Plant to Pick: KinderKrisp Apple

By Debbie Lonnee, originally appeared in Northern Gardener Magazine

May 2020

ApplesWe are not far away from apple season and what a wonderful time of year it is!  Many northern gardeners enjoy growing their own fruit and vegetables and here is a new apple that may appeal to a lot of gardeners.  

‘KinderKrisp’ apple was introduced just a few short years ago and has become wildly popular with homeowners that like to grow a few fruit trees in the backyard.  It was developed by David MacGregor of Fairhaven Farms, which is in Wright County, Minnesota. 

One of its parents is the famous U of MN variety ‘Honeycrisp’, which we all know and love.  KinderKrisp is an open pollinated seedling out of Honeycrisp and the other parent is unknown but thought to perhaps be something in the crabapple (edible) family.  

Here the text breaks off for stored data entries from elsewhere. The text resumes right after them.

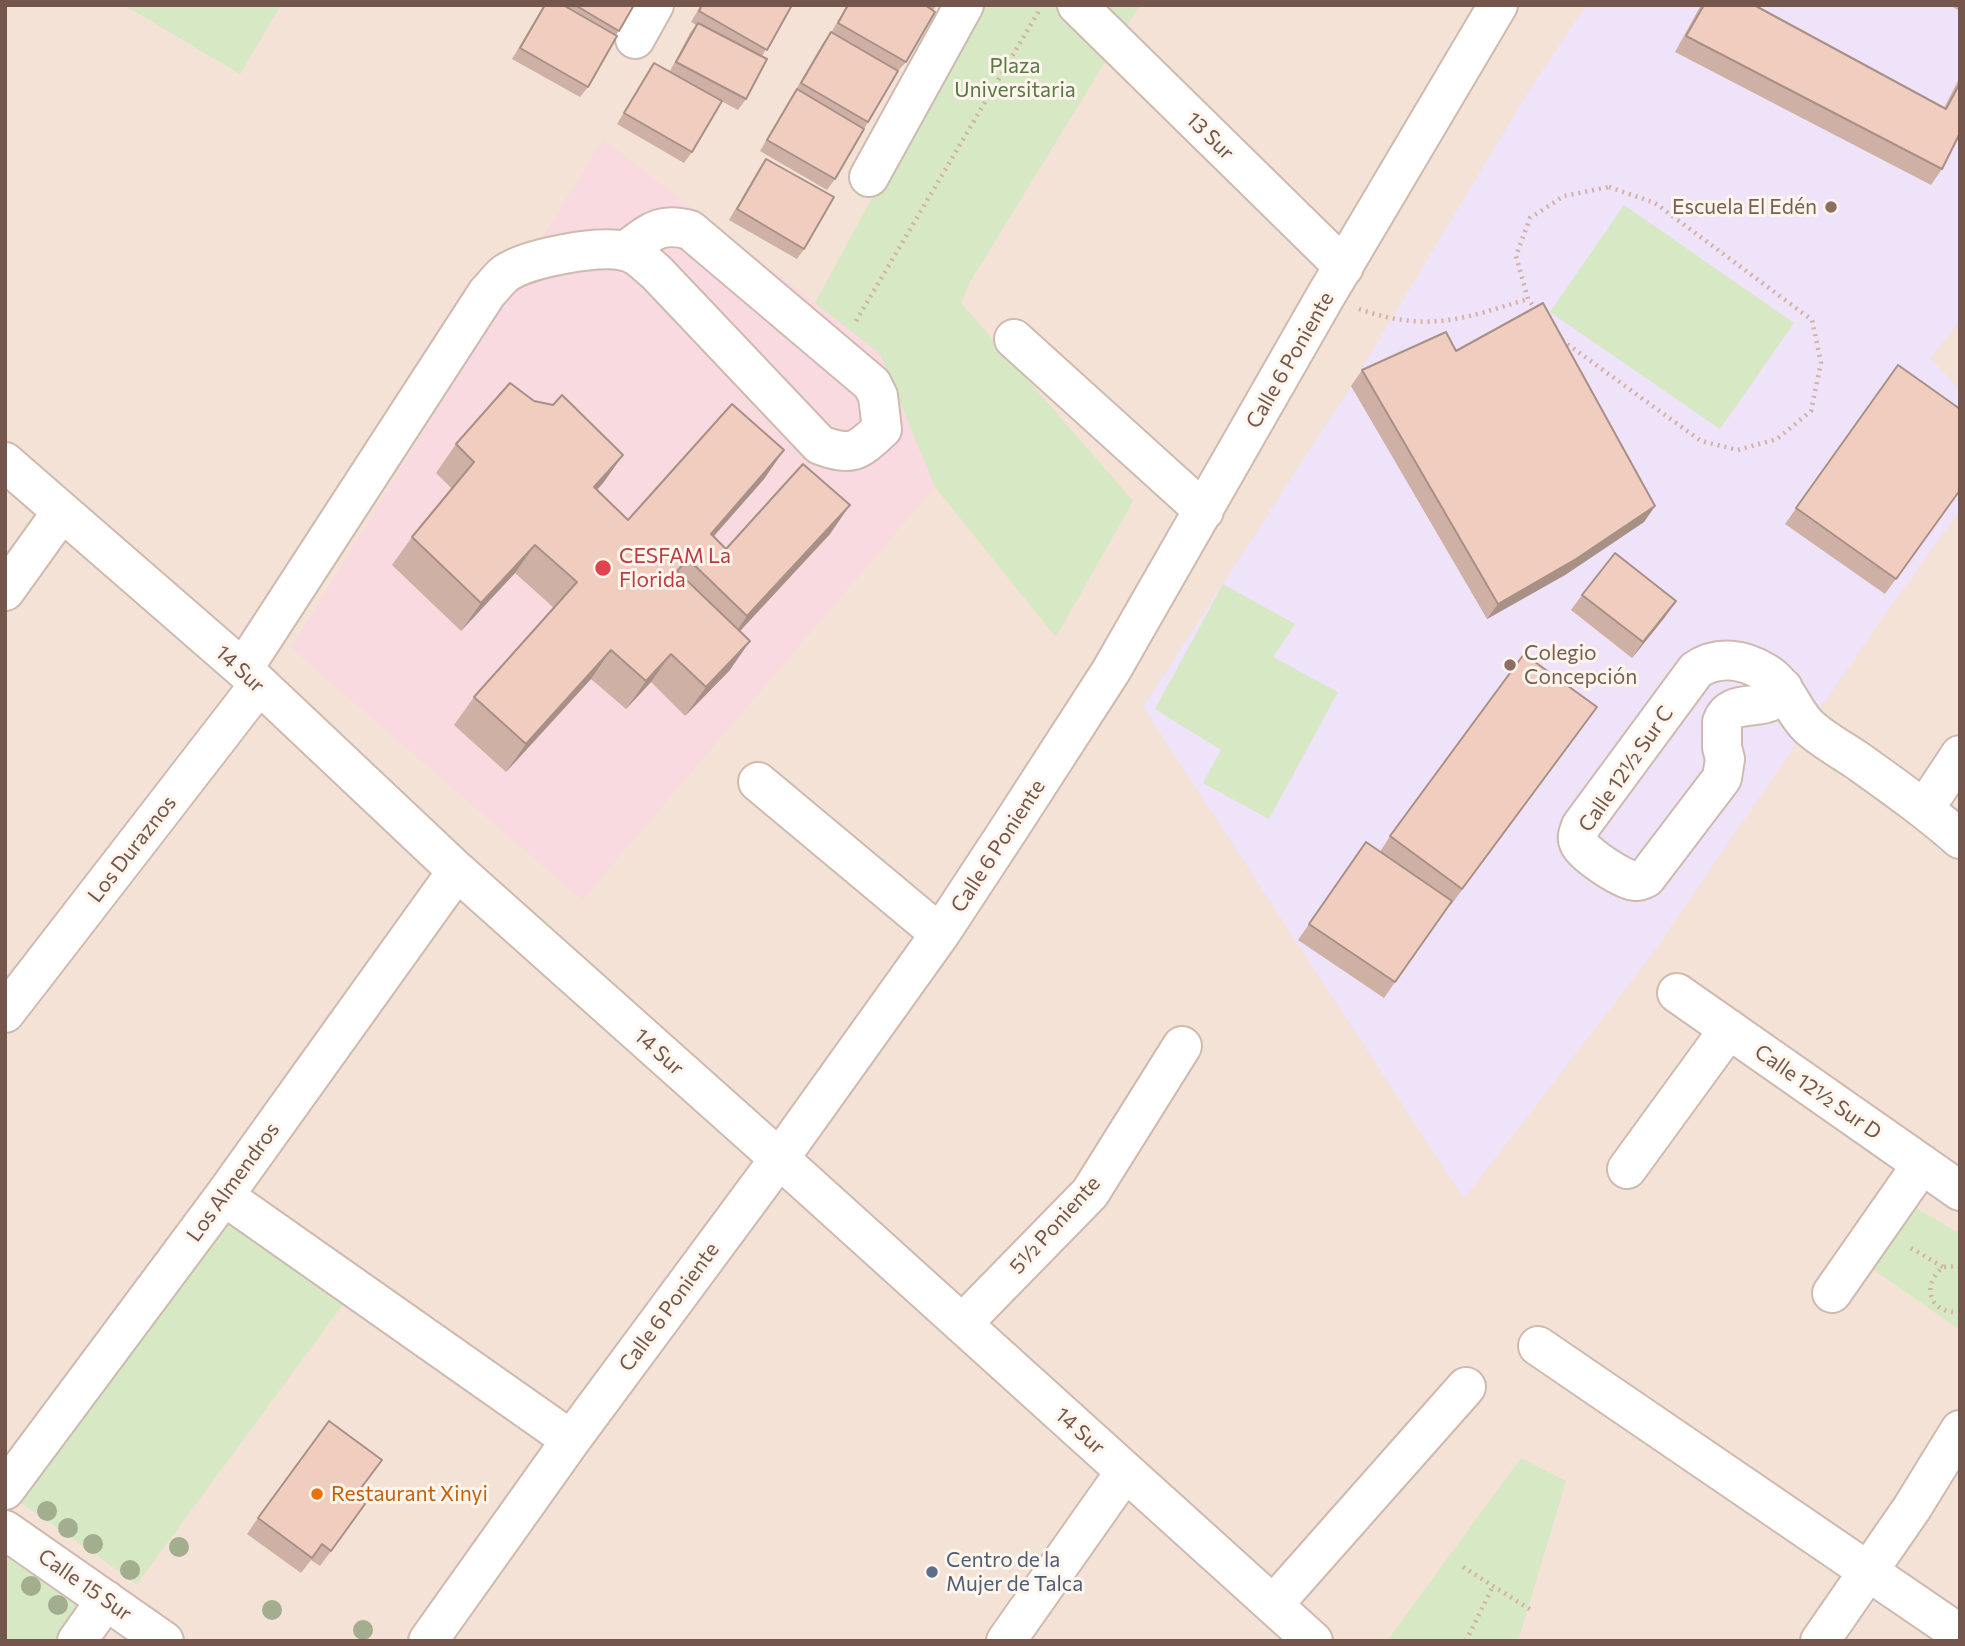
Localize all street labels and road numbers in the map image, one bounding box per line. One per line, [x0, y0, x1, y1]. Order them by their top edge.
street label: 13 Sur [1181, 107, 1239, 165]
street label: Calle 6 Poniente [1241, 287, 1339, 433]
street label: 14 Sur [210, 640, 270, 698]
street label: Calle 12½ Sur C [1573, 701, 1679, 837]
street label: Calle 6 Poniente [946, 775, 1050, 917]
street label: Los Duraznos [82, 791, 182, 907]
street label: 14 Sur [629, 1023, 689, 1081]
street label: Calle 12½ Sur D [1750, 1039, 1886, 1145]
street label: Los Almendros [181, 1117, 285, 1247]
street label: 5½ Poniente [1005, 1171, 1105, 1279]
street label: Calle 6 Poniente [614, 1238, 724, 1376]
street label: 14 Sur [1050, 1402, 1110, 1460]
street label: Calle 15 Sur [33, 1544, 137, 1626]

Ripening in late August to early September (great for kids heading back to school) one really nice attribute of this variety is that the fruit is smaller in size than a Honeycrisp, and that is great for lunch bags and snacking.  It is a wonderful fresh eating apple, and once you bite into one, the flavor will blow you away.  It may remind you a bit of the newer SweeTango® apple that recently was introduced by the U of MN but is not available for homeowners to grow.  While it is difficult to describe flavor, the flesh is firm and crisp and the taste is sweet.  Besides fresh eating, it can be used for cooking, making apple cider or applesauce. 

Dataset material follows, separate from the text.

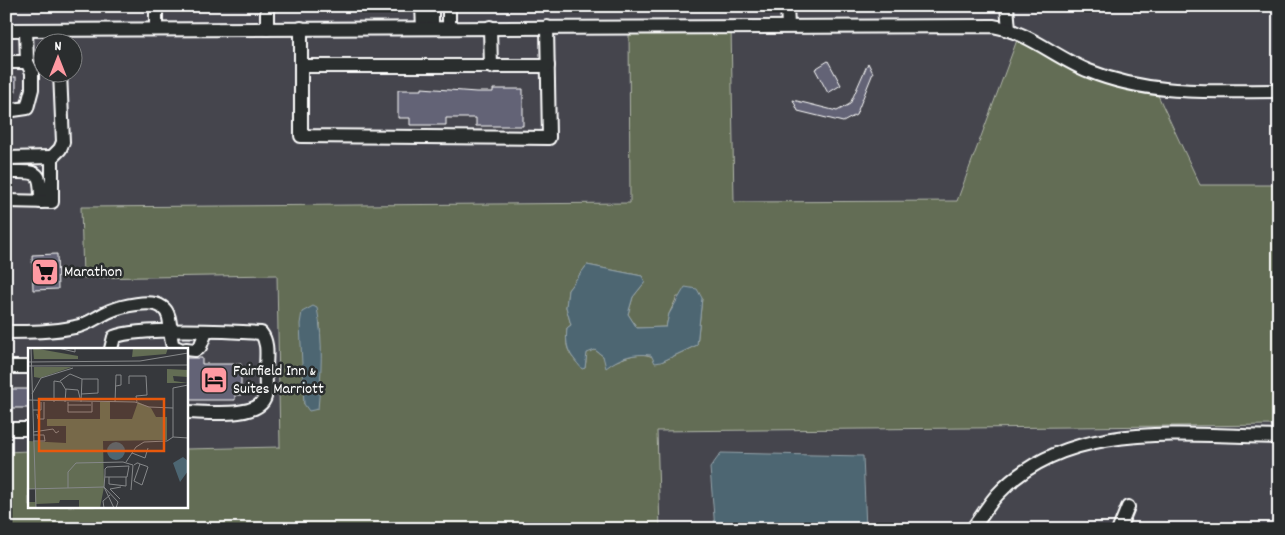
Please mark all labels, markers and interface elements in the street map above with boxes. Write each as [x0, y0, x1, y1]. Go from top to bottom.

Apple trees are propagated via grafting or budding.  Hardy to zone 3, please be aware of the understock of this apple when you are purchasing a tree.  In colder areas of the state, stick with a “standard” understock (some growers use Malus antonovka or Malus ‘Dolgo’).  When grafted onto a standard, the tree will reach its natural mature height which in the case of KinderKrisp can vary across the state.  In warmer areas of the state, you may be able to find it grafted onto some type of dwarfing stock – one commonly used dwarf understock is Malling #7 (also known as EMLA 7) which will hold down the size of the tree to about 60% of the size of a standard tree.  (Dwarf trees are easier to prune and maintain, it’s easier to pick the fruit and they fit into smaller garden spaces).  Dwarf apples will start bearing fruit 2-3 years after planting.  Standard trees will take up to 8 years to become fruit bearing. 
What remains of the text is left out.